The records
>>>

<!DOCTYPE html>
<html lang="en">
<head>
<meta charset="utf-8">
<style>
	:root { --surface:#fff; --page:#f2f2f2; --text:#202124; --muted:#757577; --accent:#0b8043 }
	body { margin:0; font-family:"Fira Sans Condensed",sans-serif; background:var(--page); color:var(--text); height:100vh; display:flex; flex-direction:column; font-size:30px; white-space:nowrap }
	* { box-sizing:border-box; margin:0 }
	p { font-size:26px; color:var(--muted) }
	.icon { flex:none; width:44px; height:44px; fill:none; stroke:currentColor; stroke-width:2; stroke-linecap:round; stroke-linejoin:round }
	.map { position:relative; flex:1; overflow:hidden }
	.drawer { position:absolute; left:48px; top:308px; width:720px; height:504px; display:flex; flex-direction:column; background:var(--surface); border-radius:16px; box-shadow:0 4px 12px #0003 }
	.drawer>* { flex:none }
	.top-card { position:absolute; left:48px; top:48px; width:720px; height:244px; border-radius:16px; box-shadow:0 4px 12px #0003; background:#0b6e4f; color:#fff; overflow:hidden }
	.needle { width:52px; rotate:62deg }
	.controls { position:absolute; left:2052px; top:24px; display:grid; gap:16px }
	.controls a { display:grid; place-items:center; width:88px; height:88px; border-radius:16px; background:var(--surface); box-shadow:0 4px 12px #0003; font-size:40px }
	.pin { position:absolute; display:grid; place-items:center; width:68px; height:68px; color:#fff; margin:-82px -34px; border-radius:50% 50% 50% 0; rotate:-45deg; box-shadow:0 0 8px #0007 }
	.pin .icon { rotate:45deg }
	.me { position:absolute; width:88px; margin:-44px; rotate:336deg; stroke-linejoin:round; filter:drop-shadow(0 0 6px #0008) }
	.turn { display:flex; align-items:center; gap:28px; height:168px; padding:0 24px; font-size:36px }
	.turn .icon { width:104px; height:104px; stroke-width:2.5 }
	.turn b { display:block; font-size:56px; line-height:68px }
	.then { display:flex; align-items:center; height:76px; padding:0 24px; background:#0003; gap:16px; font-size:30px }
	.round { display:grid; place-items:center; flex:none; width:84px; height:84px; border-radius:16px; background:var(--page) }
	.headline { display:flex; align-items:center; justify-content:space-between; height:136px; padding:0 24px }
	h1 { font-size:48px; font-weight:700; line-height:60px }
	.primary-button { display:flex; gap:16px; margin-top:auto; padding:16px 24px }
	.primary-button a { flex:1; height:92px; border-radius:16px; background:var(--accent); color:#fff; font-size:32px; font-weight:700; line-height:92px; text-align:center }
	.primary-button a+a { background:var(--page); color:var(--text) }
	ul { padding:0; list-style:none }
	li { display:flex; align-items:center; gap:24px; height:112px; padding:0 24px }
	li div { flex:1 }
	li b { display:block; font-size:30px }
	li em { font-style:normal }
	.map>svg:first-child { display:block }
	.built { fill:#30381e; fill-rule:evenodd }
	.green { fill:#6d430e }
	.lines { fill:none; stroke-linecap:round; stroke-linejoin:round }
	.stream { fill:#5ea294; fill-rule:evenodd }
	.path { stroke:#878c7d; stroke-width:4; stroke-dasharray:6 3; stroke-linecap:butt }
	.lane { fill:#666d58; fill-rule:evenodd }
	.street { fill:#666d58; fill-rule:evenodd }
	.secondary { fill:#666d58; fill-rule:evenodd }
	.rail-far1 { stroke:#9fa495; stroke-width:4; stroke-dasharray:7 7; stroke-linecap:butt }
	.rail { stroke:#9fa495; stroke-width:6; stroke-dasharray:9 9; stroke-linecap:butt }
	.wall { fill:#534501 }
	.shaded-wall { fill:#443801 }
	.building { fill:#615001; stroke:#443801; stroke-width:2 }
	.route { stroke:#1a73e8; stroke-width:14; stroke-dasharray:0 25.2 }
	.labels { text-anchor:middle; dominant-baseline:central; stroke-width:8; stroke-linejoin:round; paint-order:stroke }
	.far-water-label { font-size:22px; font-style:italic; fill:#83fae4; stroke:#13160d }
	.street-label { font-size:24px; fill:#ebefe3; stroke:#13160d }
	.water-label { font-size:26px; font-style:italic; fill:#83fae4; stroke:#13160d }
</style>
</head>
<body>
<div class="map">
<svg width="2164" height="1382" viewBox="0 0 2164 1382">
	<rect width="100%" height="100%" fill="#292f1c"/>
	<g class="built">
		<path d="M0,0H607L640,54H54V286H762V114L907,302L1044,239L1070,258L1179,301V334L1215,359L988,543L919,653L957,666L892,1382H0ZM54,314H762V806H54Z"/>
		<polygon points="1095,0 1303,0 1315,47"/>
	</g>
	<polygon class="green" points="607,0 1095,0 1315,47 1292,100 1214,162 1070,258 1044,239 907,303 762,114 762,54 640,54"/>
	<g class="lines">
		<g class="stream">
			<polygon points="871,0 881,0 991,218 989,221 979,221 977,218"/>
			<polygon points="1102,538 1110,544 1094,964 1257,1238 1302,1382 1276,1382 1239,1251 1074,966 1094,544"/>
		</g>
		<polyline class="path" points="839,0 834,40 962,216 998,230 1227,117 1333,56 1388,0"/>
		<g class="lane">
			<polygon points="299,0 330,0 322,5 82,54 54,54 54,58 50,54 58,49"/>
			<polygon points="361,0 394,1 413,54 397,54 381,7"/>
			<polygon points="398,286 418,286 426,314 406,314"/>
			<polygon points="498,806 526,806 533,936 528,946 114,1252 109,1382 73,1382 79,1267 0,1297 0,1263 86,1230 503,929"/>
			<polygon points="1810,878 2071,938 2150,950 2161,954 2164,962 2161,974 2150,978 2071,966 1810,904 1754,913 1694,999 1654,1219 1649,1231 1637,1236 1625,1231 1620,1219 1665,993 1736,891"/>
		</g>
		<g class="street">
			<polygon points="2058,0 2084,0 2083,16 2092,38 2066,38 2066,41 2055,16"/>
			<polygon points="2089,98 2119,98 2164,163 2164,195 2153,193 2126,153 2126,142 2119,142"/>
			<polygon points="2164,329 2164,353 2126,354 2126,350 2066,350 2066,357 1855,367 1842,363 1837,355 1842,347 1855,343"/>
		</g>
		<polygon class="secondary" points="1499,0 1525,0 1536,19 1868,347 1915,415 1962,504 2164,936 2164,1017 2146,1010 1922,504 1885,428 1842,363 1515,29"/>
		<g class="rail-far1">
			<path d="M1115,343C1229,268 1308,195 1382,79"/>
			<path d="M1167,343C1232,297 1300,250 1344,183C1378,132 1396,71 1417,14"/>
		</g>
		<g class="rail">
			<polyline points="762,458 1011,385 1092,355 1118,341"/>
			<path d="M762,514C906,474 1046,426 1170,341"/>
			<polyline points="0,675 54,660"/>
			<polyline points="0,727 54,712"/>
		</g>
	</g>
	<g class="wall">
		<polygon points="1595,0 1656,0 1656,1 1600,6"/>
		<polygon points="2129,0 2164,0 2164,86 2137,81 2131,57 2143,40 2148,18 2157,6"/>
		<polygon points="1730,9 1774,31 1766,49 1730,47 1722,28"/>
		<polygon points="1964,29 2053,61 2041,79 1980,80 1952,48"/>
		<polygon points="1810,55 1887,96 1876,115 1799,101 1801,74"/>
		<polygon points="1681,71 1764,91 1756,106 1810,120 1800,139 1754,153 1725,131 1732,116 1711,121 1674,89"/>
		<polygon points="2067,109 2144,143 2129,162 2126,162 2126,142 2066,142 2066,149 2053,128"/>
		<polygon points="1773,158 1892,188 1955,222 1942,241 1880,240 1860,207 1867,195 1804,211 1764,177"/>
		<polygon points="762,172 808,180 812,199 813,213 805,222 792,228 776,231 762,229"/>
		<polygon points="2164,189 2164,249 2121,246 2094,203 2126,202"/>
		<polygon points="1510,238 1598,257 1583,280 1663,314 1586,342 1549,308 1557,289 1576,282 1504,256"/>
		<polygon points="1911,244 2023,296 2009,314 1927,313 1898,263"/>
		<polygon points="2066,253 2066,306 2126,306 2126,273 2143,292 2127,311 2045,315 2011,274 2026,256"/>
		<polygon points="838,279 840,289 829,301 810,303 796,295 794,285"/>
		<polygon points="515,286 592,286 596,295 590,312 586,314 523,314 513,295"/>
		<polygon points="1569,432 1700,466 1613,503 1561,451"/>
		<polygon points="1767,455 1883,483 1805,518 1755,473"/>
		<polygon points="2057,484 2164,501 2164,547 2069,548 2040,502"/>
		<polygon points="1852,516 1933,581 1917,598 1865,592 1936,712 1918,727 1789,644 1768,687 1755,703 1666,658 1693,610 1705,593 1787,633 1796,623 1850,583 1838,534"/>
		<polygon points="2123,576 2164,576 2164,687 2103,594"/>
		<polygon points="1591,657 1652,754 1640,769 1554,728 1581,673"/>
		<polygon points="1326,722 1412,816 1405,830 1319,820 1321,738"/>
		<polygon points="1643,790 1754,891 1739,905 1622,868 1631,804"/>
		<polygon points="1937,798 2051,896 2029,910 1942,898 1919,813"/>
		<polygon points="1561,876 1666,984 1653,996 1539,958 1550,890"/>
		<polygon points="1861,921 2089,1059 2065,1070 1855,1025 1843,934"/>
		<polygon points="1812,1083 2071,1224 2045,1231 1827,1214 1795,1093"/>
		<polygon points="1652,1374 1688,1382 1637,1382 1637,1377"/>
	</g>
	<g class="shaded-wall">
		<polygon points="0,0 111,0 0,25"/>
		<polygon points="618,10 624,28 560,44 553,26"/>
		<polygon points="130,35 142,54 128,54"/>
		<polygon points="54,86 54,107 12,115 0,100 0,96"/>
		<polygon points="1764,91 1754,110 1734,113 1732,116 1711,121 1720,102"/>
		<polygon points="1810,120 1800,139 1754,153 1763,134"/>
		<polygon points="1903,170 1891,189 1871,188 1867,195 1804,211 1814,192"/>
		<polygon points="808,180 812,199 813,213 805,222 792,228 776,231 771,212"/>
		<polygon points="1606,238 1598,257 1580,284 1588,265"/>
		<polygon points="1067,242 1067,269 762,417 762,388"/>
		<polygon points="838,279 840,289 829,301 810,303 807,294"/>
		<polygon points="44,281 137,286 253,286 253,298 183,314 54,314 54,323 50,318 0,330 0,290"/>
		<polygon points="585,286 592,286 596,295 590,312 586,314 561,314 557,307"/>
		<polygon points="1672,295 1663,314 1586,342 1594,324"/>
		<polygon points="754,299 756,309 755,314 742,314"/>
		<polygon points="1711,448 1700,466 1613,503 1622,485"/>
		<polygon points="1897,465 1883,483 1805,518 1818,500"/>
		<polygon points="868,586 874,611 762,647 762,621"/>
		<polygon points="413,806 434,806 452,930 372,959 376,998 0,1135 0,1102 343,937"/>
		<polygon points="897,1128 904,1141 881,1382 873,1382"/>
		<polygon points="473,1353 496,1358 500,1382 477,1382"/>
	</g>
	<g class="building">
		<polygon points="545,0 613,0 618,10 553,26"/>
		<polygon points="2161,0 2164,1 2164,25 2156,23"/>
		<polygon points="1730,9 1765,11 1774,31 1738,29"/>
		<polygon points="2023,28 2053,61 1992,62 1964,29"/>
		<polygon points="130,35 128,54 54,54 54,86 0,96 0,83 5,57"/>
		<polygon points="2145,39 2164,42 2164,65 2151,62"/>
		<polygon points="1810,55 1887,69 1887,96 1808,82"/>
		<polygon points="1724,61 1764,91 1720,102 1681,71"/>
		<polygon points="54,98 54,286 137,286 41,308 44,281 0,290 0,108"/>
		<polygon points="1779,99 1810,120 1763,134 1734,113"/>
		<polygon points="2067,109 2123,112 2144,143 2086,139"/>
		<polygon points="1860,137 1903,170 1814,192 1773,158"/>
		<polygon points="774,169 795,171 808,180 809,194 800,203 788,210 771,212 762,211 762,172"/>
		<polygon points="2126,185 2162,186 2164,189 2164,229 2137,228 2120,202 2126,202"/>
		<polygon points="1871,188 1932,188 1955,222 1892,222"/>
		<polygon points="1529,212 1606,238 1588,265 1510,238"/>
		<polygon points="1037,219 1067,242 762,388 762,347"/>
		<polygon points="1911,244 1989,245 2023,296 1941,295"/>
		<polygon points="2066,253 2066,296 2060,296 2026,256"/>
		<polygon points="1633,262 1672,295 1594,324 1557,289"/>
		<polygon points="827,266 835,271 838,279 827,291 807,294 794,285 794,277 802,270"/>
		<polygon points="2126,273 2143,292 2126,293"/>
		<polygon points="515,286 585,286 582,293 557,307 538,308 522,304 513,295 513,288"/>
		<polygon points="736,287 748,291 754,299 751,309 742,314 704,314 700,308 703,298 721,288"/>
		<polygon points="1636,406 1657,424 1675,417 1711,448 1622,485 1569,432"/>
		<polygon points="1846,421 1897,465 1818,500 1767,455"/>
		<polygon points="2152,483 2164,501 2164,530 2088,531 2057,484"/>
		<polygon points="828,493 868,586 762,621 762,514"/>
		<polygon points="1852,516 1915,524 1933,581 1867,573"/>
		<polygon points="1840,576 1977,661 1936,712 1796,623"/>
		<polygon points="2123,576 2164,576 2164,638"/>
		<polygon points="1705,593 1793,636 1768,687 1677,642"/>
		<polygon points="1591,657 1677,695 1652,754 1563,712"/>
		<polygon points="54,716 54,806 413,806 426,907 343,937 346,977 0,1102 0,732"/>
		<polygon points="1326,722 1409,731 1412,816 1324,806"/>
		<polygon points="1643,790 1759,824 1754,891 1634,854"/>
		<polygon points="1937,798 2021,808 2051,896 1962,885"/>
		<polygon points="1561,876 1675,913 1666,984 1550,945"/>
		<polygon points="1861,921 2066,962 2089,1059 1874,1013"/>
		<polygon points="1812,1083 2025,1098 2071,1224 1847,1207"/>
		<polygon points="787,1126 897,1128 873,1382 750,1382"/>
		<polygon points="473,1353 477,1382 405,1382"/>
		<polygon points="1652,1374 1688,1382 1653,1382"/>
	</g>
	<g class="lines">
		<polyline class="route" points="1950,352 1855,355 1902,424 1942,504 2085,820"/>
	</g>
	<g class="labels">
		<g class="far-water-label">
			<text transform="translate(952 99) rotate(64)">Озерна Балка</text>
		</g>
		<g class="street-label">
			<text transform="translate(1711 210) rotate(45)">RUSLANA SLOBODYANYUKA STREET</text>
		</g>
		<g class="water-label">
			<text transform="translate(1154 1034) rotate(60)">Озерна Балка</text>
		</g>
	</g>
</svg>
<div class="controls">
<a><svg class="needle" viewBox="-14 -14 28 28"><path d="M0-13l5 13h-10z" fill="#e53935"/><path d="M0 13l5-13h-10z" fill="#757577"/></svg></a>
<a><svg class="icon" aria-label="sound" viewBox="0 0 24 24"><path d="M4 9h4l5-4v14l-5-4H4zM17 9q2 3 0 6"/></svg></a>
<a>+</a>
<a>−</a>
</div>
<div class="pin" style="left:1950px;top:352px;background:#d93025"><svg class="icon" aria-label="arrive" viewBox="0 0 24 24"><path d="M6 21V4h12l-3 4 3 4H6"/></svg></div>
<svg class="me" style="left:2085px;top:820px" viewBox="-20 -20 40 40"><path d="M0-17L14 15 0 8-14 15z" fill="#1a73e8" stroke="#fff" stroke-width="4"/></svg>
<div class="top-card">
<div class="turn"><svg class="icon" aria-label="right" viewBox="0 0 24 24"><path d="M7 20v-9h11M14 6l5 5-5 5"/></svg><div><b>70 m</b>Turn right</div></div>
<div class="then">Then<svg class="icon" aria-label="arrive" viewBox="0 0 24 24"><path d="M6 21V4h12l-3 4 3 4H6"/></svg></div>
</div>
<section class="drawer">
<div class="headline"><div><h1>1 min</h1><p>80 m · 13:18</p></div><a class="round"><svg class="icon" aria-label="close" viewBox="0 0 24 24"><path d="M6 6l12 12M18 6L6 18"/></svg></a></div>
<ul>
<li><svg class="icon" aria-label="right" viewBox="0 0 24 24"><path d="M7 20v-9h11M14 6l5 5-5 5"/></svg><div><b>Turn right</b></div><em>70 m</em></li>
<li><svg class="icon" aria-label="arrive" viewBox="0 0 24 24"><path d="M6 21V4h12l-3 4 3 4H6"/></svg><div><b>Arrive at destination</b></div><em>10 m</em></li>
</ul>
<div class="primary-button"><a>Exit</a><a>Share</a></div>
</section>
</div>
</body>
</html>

<<<

Instructions for the task
Find the word "controls" in the data and show each line that holds it.

Solution to this exercise
	.controls { position:absolute; left:2052px; top:24px; display:grid; gap:16px }
	.controls a { display:grid; place-items:center; width:88px; height:88px; border-radius:16px; background:var(--surface); box-shadow:0 4px 12px #0003; font-size:40px }
<div class="controls">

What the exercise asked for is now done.